> _EXERCISE OBJECTIVE_
Restate exactly the lines that run from the start of the records below to the line containing "Annotation task. Describe", counting both ends, and nothing else; pictures stay out.

---- DATA TO PROCESS

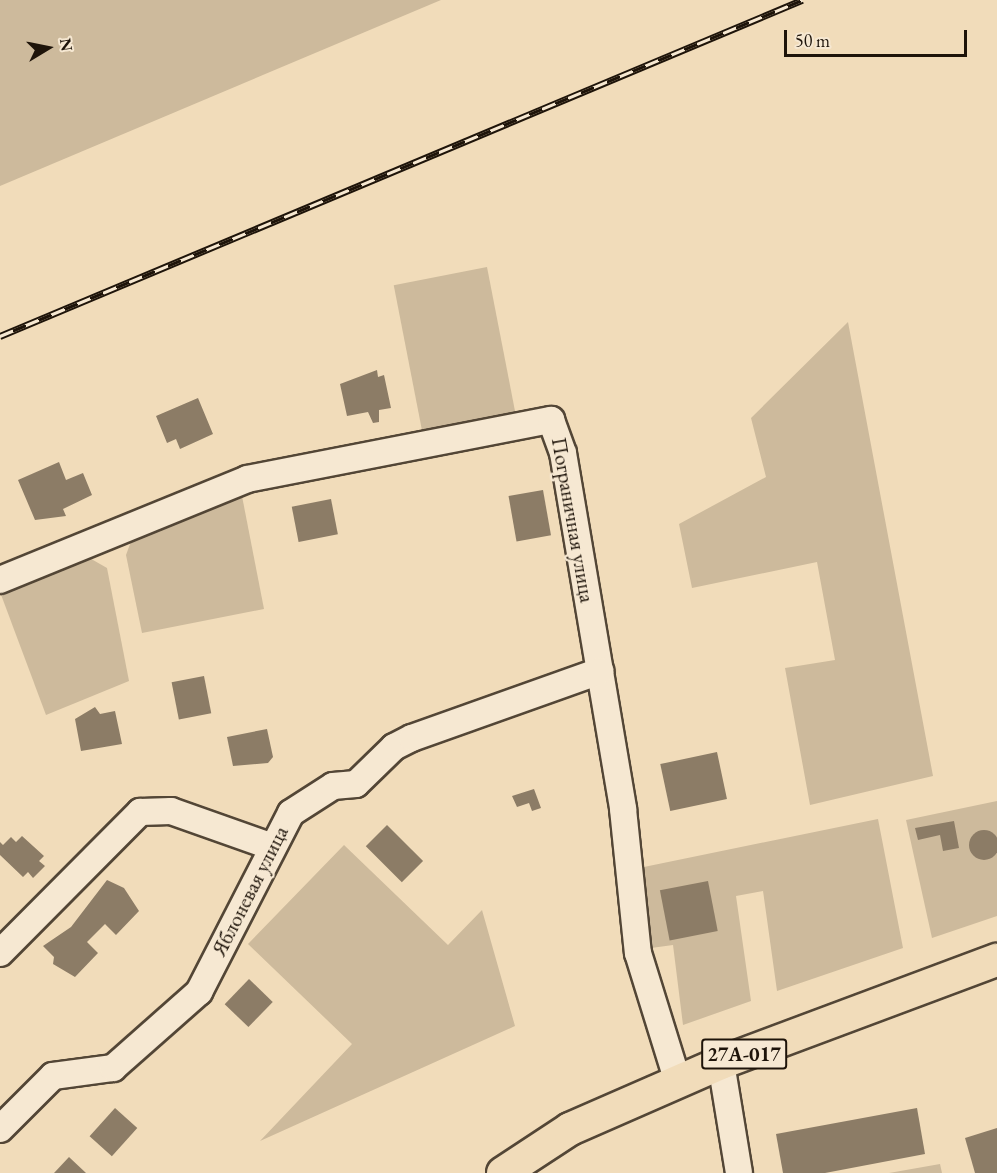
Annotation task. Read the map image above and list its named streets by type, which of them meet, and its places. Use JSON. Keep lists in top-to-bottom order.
{
  "streets": {
    "main road": ["27А-017"],
    "street": ["Пограничная улица", "Яблоневая улица"]
  },
  "crossings": [
    ["Пограничная улица", "Яблоневая улица"],
    ["Пограничная улица", "27А-017"]
  ],
  "scale_bar": "50 m",
  "north": "right"
}
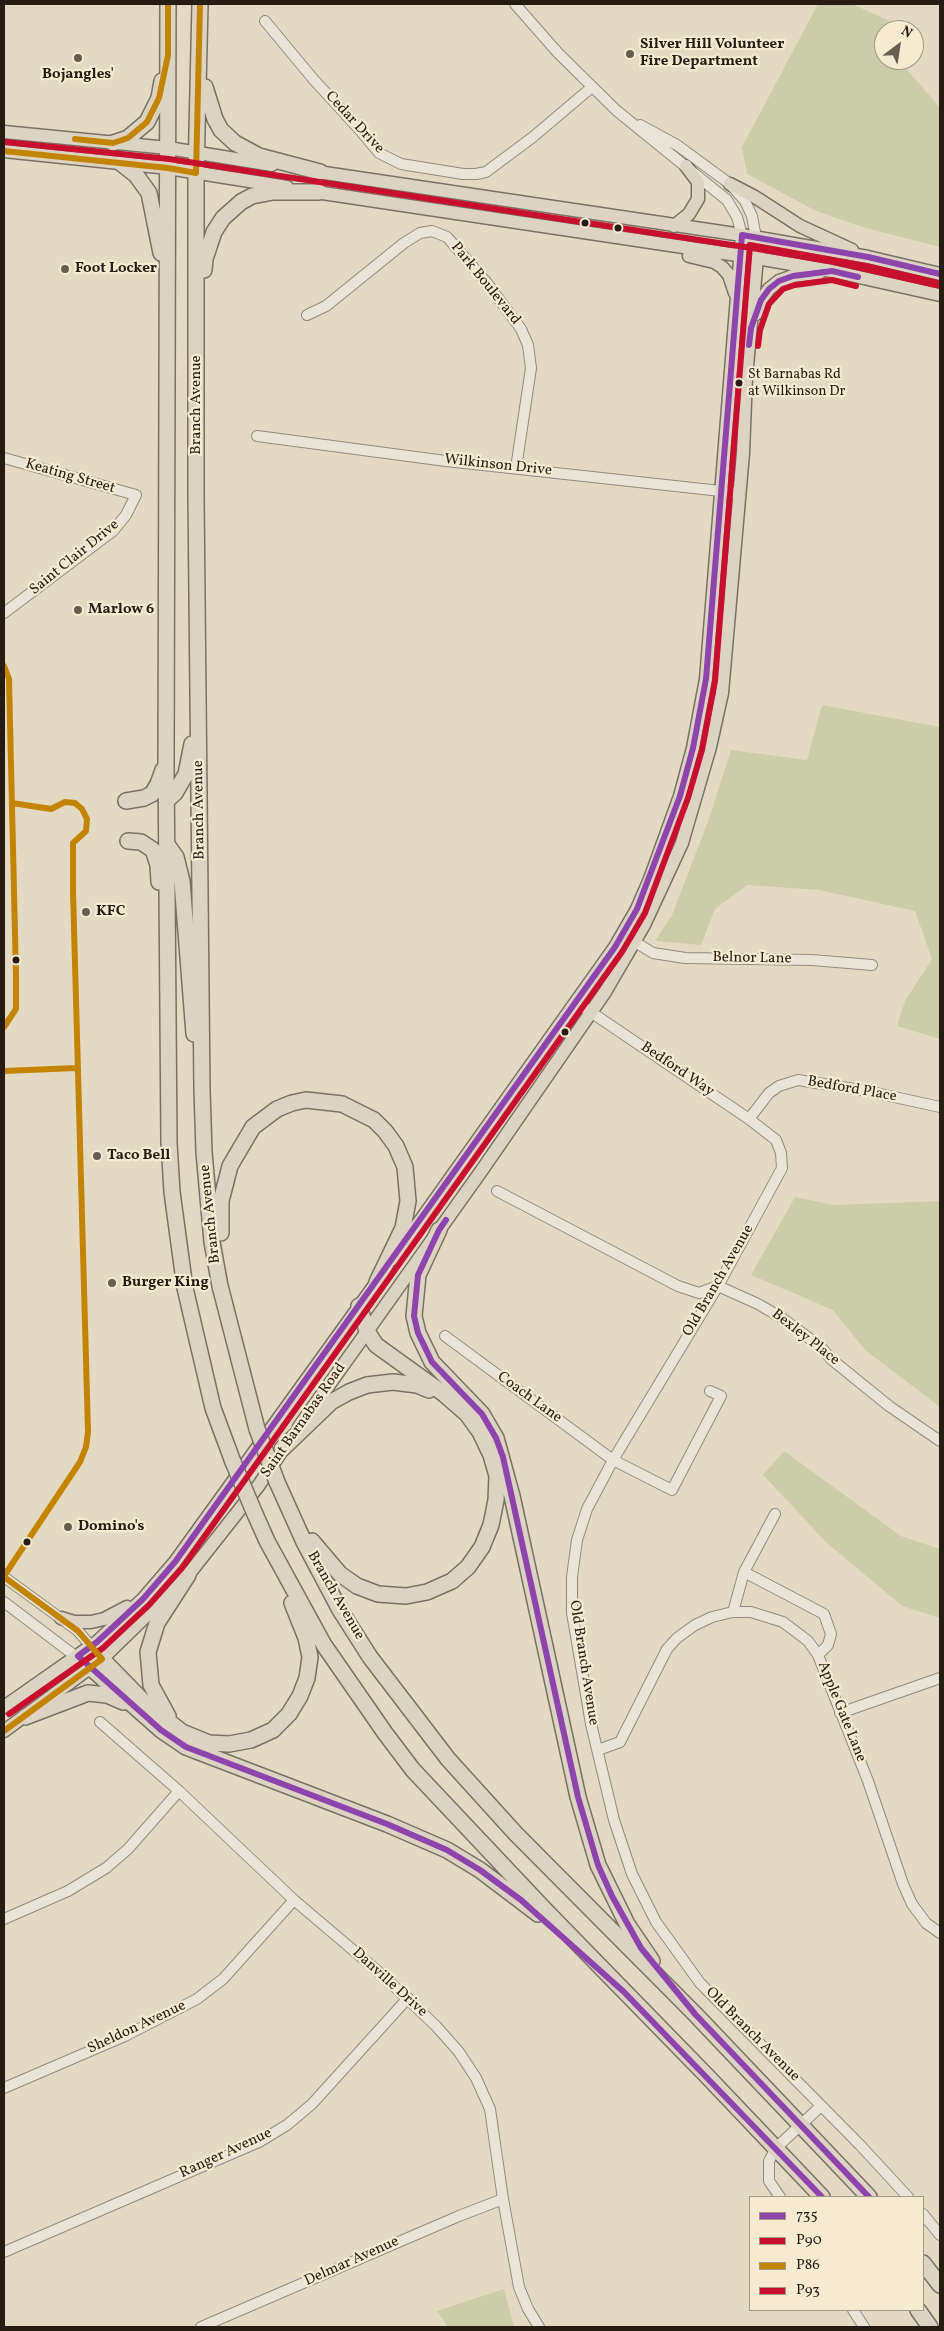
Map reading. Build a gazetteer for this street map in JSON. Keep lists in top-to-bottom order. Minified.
{"streets":{"highway":["Branch Avenue"],"main road":["Saint Barnabas Road"],"street":["Cedar Drive","Park Boulevard","Wilkinson Drive","Keating Street","Saint Clair Drive","Belnor Lane","Bedford Way","Bedford Place","Old Branch Avenue","Bexley Place","Coach Lane","Apple Gate Lane","Danville Drive","Sheldon Avenue","Ranger Avenue","Delmar Avenue"]},"crossings":[["Park Boulevard","Wilkinson Drive"],["Wilkinson Drive","Saint Barnabas Road"],["Keating Street","Saint Clair Drive"],["Belnor Lane","Saint Barnabas Road"],["Bedford Way","Bedford Place"],["Bedford Way","Old Branch Avenue"],["Bedford Way","Saint Barnabas Road"],["Old Branch Avenue","Bexley Place"],["Old Branch Avenue","Coach Lane"],["Old Branch Avenue","Apple Gate Lane"],["Danville Drive","Sheldon Avenue"],["Danville Drive","Ranger Avenue"],["Danville Drive","Delmar Avenue"]],"places":["Silver Hill Volunteer Fire Department","Bojangles'","Foot Locker","St Barnabas Rd at Wilkinson Dr","Marlow 6","KFC","Taco Bell","Burger King","Domino's"],"lines":["transit line P86","transit line P93","transit line 735","transit line P90"],"legend":["735","P90","P86","P93"],"north":"top right"}
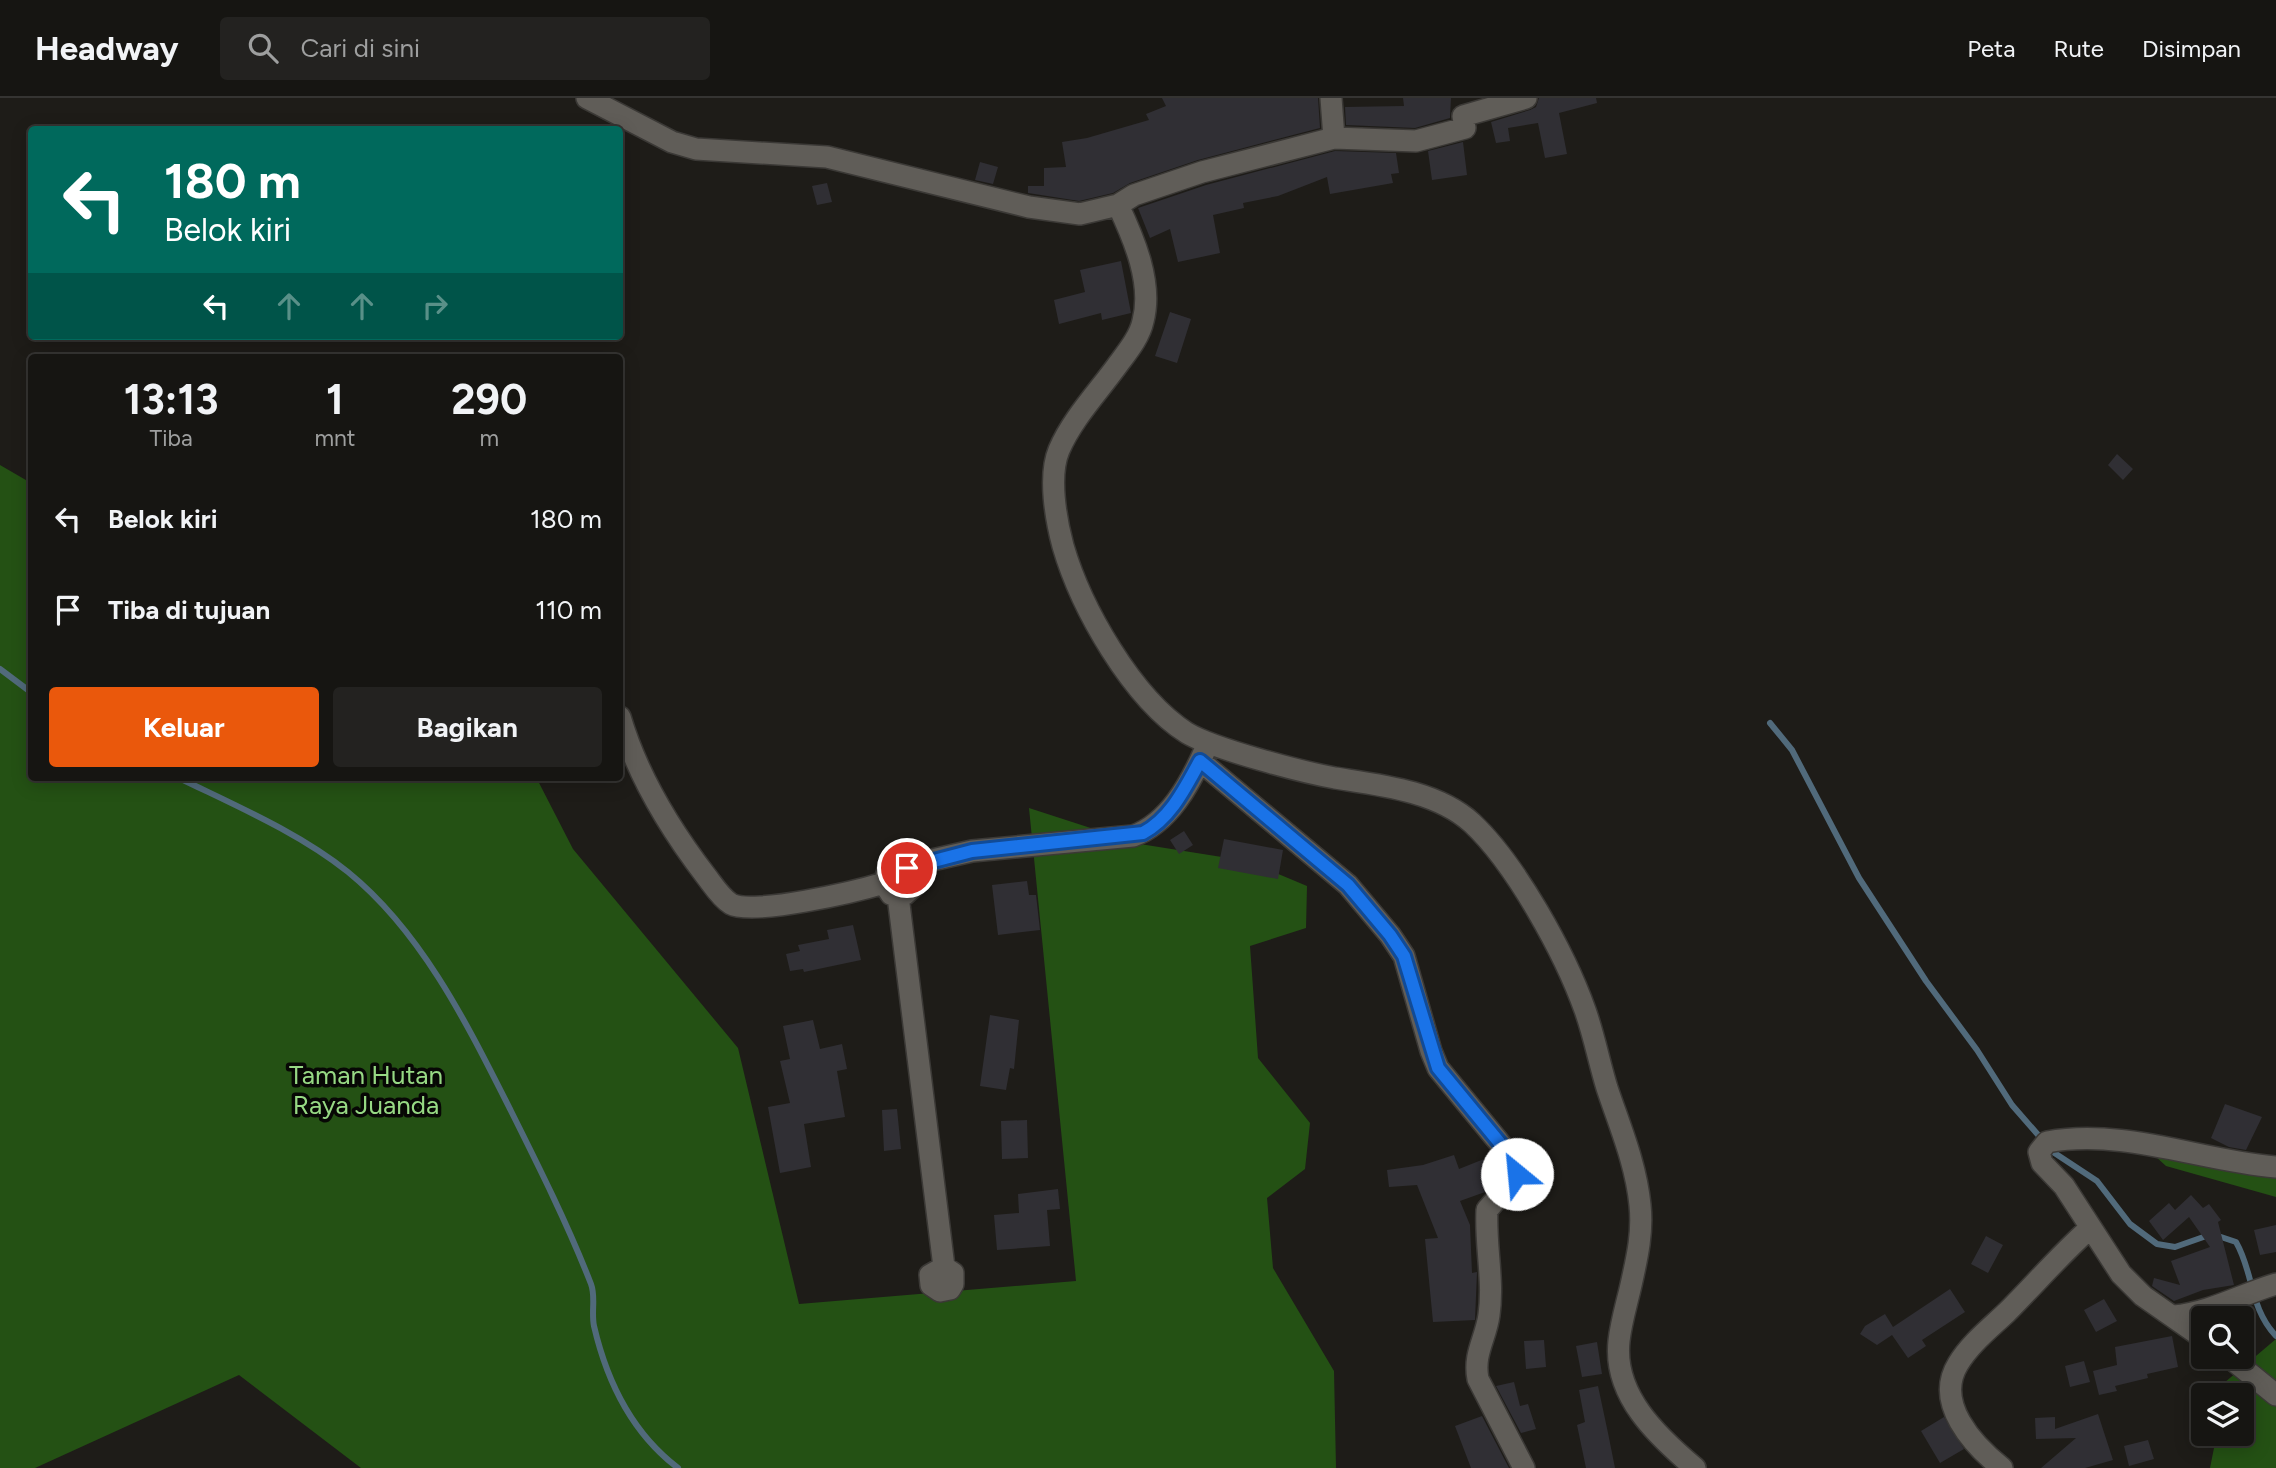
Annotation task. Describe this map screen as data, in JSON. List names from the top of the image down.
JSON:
{
  "parks": ["Taman Hutan Raya Juanda"],
  "page": {
    "header": "Headway",
    "search": "Cari di sini",
    "nav": ["Peta", "Rute", "Disimpan"],
    "turn": ["180 m", "Belok kiri"],
    "eta": [
      "13:13",
      "Tiba",
      "1",
      "mnt",
      "290",
      "m"
    ],
    "list": [
      {
        "name": "Belok kiri",
        "value": "180 m"
      },
      {
        "name": "Tiba di tujuan",
        "value": "110 m"
      }
    ],
    "buttons": ["Keluar", "Bagikan"]
  }
}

--------

> _RESPONSE BELOW_
Annotation task. Read the map image above and list its named streets by type, which of them meet, and its places. Use JSON. Keep lists in top-to-bottom order.
{
  "streets": {
    "main road": ["27А-017"],
    "street": ["Пограничная улица", "Яблоневая улица"]
  },
  "crossings": [
    ["Пограничная улица", "Яблоневая улица"],
    ["Пограничная улица", "27А-017"]
  ],
  "scale_bar": "50 m",
  "north": "right"
}
Map reading. Build a gazetteer for this street map in JSON. Keep lists in top-to-bottom order. Minified.
{"streets":{"highway":["Branch Avenue"],"main road":["Saint Barnabas Road"],"street":["Cedar Drive","Park Boulevard","Wilkinson Drive","Keating Street","Saint Clair Drive","Belnor Lane","Bedford Way","Bedford Place","Old Branch Avenue","Bexley Place","Coach Lane","Apple Gate Lane","Danville Drive","Sheldon Avenue","Ranger Avenue","Delmar Avenue"]},"crossings":[["Park Boulevard","Wilkinson Drive"],["Wilkinson Drive","Saint Barnabas Road"],["Keating Street","Saint Clair Drive"],["Belnor Lane","Saint Barnabas Road"],["Bedford Way","Bedford Place"],["Bedford Way","Old Branch Avenue"],["Bedford Way","Saint Barnabas Road"],["Old Branch Avenue","Bexley Place"],["Old Branch Avenue","Coach Lane"],["Old Branch Avenue","Apple Gate Lane"],["Danville Drive","Sheldon Avenue"],["Danville Drive","Ranger Avenue"],["Danville Drive","Delmar Avenue"]],"places":["Silver Hill Volunteer Fire Department","Bojangles'","Foot Locker","St Barnabas Rd at Wilkinson Dr","Marlow 6","KFC","Taco Bell","Burger King","Domino's"],"lines":["transit line P86","transit line P93","transit line 735","transit line P90"],"legend":["735","P90","P86","P93"],"north":"top right"}
Annotation task. Describe this map screen as data, in JSON. List names from the top of the image down.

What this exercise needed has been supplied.